24/08/2012 02:09 EDT | Actualisé 24/10/2012 05:12 EDT

Le groupe Lonmin, dont la mine de platine de Marikana en Afrique du Sud a été le théâtre d'un conflit social sanglant, s'est engagé vendredi à chercher une solution durable au conflit, et a tenu à mettre les choses aux point en publiant les salaires de ses foreurs.

"Pour le bien de la société, de ses milliers d'employés et de la branche qui les fait vivre, nous devons trouver un accord de paix durable qui permette aux gens de revenir au travail. C'est ce que nous nous engageons à faire dans les prochains jours", a déclaré Simon Scott, le nouveau directeur général par intérim du groupe, dans un communiqué.

"La compagnie a toujours dit, et maintient, qu'elle discutera des revendications des grévistes de la manière habituelle, par le biais de leurs syndicats dans le cadre des accords signés par la compagnie et les syndicats parties prenantes, mais cela nécessite la fin de la grève sauvage.

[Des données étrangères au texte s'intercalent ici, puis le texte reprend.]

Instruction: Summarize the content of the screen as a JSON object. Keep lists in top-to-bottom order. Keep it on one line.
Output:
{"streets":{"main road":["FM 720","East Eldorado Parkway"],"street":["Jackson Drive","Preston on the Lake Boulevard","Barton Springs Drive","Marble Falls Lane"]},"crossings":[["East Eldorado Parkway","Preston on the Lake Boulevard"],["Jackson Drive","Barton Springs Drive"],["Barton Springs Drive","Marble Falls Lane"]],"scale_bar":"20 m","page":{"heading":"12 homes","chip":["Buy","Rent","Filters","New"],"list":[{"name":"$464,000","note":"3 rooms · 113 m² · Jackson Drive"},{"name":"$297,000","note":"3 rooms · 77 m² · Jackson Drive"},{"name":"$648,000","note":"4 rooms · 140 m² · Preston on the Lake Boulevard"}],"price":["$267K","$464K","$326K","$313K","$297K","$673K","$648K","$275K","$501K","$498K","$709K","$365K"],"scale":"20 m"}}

Elle n'a jamais refusé d'examiner leurs revendications", a souligné Lonmin, qui demande aux mineurs "de retourner travailler normalement lundi".

Alors que les foreurs grévistes disent qu'ils gagnent 4.000 rands (400 euros) par mois et demandent un salaire mensuel de 12.500 rands (1.250 euros), le groupe basé à Londres indique que "le salaire garanti des foreurs atteint presque les 10.000 rands par mois et est conforme à ceux des autres entreprises du secteur".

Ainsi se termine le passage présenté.